University of Virginia School of Medicine (L.A.F.) University of Virginia Department of Obstetrics and Gynecology, Division of Gynecologic Oncology (K.L.R.) University of Virginia Department of Pathology (A.M.M.), Charlottesville, Virginia.
Int J Gynecol Pathol. 2020 May;39(3):203-212. doi: 10.1097/PGP.0000000000000608.
LAG-3 is an immunosuppressive checkpoint molecule expressed on T cells. One of its ligands, GAL-3, can promote the progression of malignancy and has been identified on tumor cells. Both LAG-3 and GAL-3 are the targets of emerging immunotherapies, but have not been well-studied in endometrial carcinomas. LAG-3, CD3, and GAL-3 immunohistochemistry was performed on 75 endometrial cancers (25 nonmethylated mismatch repair-deficient, 25 MLH1-hypermethylated mismatch repair-deficient, and 25 mismatch repair-intact). LAG-3 and CD3 lymphocytes were averaged per high-power field. Tumoral GAL-3 expression was semiquantitatively scored. Tumor-infiltrating lymphocyte expression of LAG-3 and CD3 were positively correlated (Spearman ρ=0.521, P<0.001) and greater in mismatch repair-deficient compared with mismatch repair-intact tumors (LAG-3: P<0.001; CD3: P<0.001). The majority (64%) of endometrial carcinomas demonstrated ≥1% tumoral GAL-3 expression, with higher rates in mismatch repair-deficient versus intact tumors at the ≥1% (80% vs. 32%, P<0.001) and the ≥5% thresholds (52% vs. 16%, P=0.003). At the ≥5% threshold, nonmethylated mismatch repair-deficient cancers were more likely than intact tumors carcinomas to express GAL-3 (60% vs. 4/25 16%, P=0.003). LAG-3 lymphocytes were positively correlated with GAL-3 expression in nonmethylated mismatch repair-deficient endometrial carcinomas only (Spearman ρ=0.461, P=0.020). LAG-3 tumor-associated lymphocytes and GAL-3 neoplastic cells are common in endometrial carcinomas, particularly in nonmethylated mismatch repair-deficient cancers. This supports a role for immunotherapies targeting LAG-3 and/or GAL-3 in a subset of endometrial carcinomas, potentially in concert with other checkpoint inhibitors.

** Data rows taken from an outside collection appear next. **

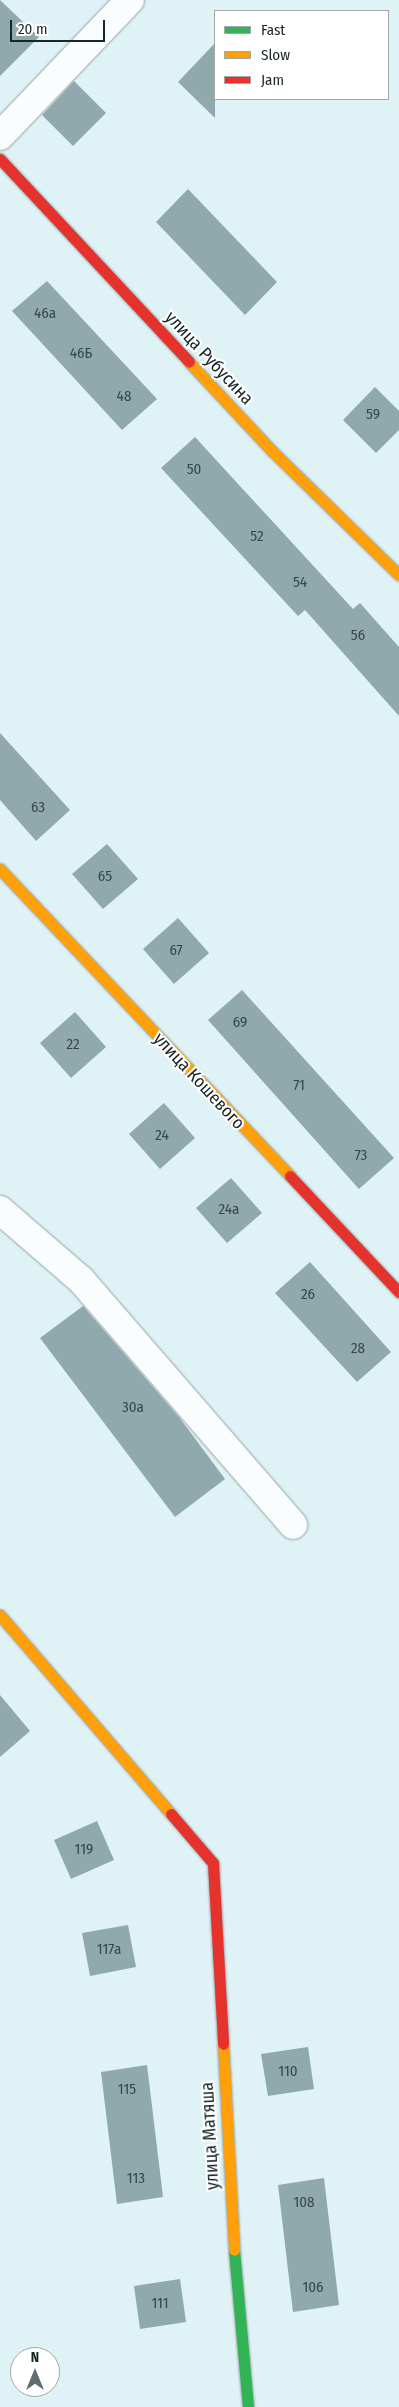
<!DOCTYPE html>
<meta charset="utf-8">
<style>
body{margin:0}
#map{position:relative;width:399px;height:2407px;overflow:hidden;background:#dff2f5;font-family:"Fira Sans Condensed",sans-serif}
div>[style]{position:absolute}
.building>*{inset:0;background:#90a9ad}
.roads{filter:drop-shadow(0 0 1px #96a5a7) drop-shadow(0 0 1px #96a5a7)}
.street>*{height:28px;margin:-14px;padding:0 14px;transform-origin:14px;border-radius:14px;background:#fafdfe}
.fast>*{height:11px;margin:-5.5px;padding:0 5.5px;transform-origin:5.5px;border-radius:5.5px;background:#30b455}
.slow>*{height:11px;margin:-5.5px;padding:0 5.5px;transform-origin:5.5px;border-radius:5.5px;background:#ff9f0a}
.jam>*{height:11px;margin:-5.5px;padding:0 5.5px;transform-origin:5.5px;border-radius:5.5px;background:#e5322d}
span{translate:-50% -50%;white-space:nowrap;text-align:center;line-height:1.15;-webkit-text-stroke:4px #fff;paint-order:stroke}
.number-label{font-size:15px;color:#374749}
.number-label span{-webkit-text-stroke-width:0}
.street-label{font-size:18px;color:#192628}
.legend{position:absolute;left:214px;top:10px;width:175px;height:90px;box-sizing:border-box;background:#fff;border:1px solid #a3a8a9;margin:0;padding:6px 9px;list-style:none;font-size:15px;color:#192628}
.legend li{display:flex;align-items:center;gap:10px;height:25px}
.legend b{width:25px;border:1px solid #a3a8a9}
.north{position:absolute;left:10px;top:2347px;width:50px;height:50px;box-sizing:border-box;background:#fff;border:1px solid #a3a8a9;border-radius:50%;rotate:0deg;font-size:14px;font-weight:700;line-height:20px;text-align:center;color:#192628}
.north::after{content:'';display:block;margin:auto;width:18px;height:22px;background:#5e6d70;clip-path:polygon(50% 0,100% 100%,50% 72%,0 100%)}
.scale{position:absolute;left:10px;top:20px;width:95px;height:22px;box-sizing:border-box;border:2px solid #192628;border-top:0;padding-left:6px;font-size:15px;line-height:18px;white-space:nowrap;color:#192628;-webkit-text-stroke:4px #fff;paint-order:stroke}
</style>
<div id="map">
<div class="building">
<div style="clip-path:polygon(0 0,39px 37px,0 76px)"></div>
<div style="clip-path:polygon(215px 43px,215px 118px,178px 82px)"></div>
<div style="clip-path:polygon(74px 81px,106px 113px,73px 146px,42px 115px)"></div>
<div style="clip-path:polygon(188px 189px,277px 282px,245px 315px,156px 222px)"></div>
<div style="clip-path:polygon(47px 281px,157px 399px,122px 430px,12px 311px)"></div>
<div style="clip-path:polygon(375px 387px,399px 411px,399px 430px,376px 453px,343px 420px)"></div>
<div style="clip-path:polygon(195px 437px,353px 609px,360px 603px,399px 647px,399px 716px,305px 610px,298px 616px,161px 468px)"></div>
<div style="clip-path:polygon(0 733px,70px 810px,36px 841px,0 800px)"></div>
<div style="clip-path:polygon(107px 844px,138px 879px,103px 909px,72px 874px)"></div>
<div style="clip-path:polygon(178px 918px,209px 953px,174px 984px,143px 949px)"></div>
<div style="clip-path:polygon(242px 990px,394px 1158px,359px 1189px,208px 1020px)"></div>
<div style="clip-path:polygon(75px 1012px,106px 1047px,71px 1078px,40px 1043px)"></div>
<div style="clip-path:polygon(164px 1103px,195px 1138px,160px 1169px,129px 1134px)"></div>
<div style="clip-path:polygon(231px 1178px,262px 1213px,227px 1243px,196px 1208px)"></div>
<div style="clip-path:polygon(310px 1262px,391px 1352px,357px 1382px,275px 1293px)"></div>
<div style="clip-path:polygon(83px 1306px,179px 1417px,225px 1479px,175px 1517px,40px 1338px)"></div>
<div style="clip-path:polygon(0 1695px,30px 1731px,0 1757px)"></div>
<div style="clip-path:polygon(97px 1821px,114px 1860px,71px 1879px,54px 1840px)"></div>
<div style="clip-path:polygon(128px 1925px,136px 1967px,90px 1976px,82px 1933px)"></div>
<div style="clip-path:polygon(308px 2047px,314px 2089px,268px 2096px,261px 2054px)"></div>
<div style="clip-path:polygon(147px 2065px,163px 2197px,117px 2204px,101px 2072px)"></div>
<div style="clip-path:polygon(324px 2178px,339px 2305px,293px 2312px,278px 2185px)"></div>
<div style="clip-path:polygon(180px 2279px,186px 2322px,140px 2329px,134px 2286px)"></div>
</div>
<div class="roads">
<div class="street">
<div style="left:0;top:136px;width:188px;rotate:-46.3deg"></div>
<div style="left:0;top:1210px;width:107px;rotate:40.8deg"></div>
<div style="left:81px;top:1280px;width:324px;rotate:49.1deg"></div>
</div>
<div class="fast">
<div style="left:234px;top:2250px;width:158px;rotate:84.9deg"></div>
</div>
<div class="slow">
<div style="left:189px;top:362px;width:122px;rotate:47deg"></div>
<div style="left:272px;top:451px;width:177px;rotate:44.3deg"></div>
<div style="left:0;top:869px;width:422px;rotate:46.6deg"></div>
<div style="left:0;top:1615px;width:262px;rotate:49.3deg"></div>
<div style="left:223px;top:2044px;width:206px;rotate:86.9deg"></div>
</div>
<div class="jam">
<div style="left:0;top:159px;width:277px;rotate:47deg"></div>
<div style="left:290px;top:1176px;width:159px;rotate:46.8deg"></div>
<div style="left:171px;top:1814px;width:65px;rotate:49.4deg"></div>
<div style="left:213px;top:1863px;width:181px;rotate:86.8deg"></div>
</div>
</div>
<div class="number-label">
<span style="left:45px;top:314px">46а</span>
<span style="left:81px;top:354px">46Б</span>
<span style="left:124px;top:397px">48</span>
<span style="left:373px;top:415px">59</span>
<span style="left:194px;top:470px">50</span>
<span style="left:257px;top:537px">52</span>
<span style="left:300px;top:583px">54</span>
<span style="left:358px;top:636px">56</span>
<span style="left:38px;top:808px">63</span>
<span style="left:105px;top:877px">65</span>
<span style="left:176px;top:951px">67</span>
<span style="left:240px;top:1023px">69</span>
<span style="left:73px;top:1045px">22</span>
<span style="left:299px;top:1086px">71</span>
<span style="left:162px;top:1136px">24</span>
<span style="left:361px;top:1156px">73</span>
<span style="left:229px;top:1210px">24а</span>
<span style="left:308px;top:1295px">26</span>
<span style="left:358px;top:1349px">28</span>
<span style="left:133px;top:1408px">30а</span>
<span style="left:84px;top:1850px">119</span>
<span style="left:109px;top:1950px">117а</span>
<span style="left:288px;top:2072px">110</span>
<span style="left:127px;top:2090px">115</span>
<span style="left:136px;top:2179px">113</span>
<span style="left:304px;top:2203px">108</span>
<span style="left:313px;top:2288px">106</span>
<span style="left:160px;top:2304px">111</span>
</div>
<div class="street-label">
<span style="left:209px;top:358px;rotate:47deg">улица Рубусина</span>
<span style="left:199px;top:1081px;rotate:47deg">улица Кошевого</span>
<span style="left:210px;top:2136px;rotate:-93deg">улица Матяша</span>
</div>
<ul class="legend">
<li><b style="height:6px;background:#30b455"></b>Fast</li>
<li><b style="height:6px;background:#ff9f0a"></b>Slow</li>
<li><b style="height:6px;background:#e5322d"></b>Jam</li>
</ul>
<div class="north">N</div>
<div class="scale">20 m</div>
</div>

LAG-3 是一种表达于 T 细胞上的免疫抑制检查点分子。其配体之一 GAL-3 可促进恶性肿瘤的进展,并已在肿瘤细胞上被识别。LAG-3 和 GAL-3 都是新兴免疫疗法的靶点,但在子宫内膜癌中研究甚少。对 75 例子宫内膜癌(25 例非甲基化错配修复缺陷型、25 例 MLH1 高甲基化错配修复缺陷型和 25 例错配修复完整型)进行了 LAG-3、CD3 和 GAL-3 免疫组化染色。每高倍视野计算 LAG-3 和 CD3 淋巴细胞的平均值。肿瘤内 GAL-3 的表达进行半定量评分。肿瘤浸润淋巴细胞的 LAG-3 和 CD3 表达呈正相关(Spearman ρ=0.521,P<0.001),且在错配修复缺陷型肿瘤中高于错配修复完整型肿瘤(LAG-3:P<0.001;CD3:P<0.001)。大多数(64%)子宫内膜癌表现出≥1%的肿瘤 GAL-3 表达,在错配修复缺陷型肿瘤中,≥1%(80%比 32%,P<0.001)和≥5%(52%比 16%,P=0.003)的阈值下,GAL-3 的表达率更高。在≥5%的阈值下,非甲基化错配修复缺陷型癌症比完整型肿瘤更有可能表达 GAL-3(60%比 25 例中的 4/25,16%,P=0.003)。仅在非甲基化错配修复缺陷型子宫内膜癌中,LAG-3 肿瘤相关淋巴细胞与 GAL-3 表达呈正相关(Spearman ρ=0.461,P=0.020)。LAG-3 肿瘤相关淋巴细胞和 GAL-3 肿瘤细胞在子宫内膜癌中很常见,特别是在非甲基化错配修复缺陷型癌症中。这支持了在子宫内膜癌的一个亚组中靶向 LAG-3 和/或 GAL-3 的免疫疗法的作用,可能与其他检查点抑制剂联合使用。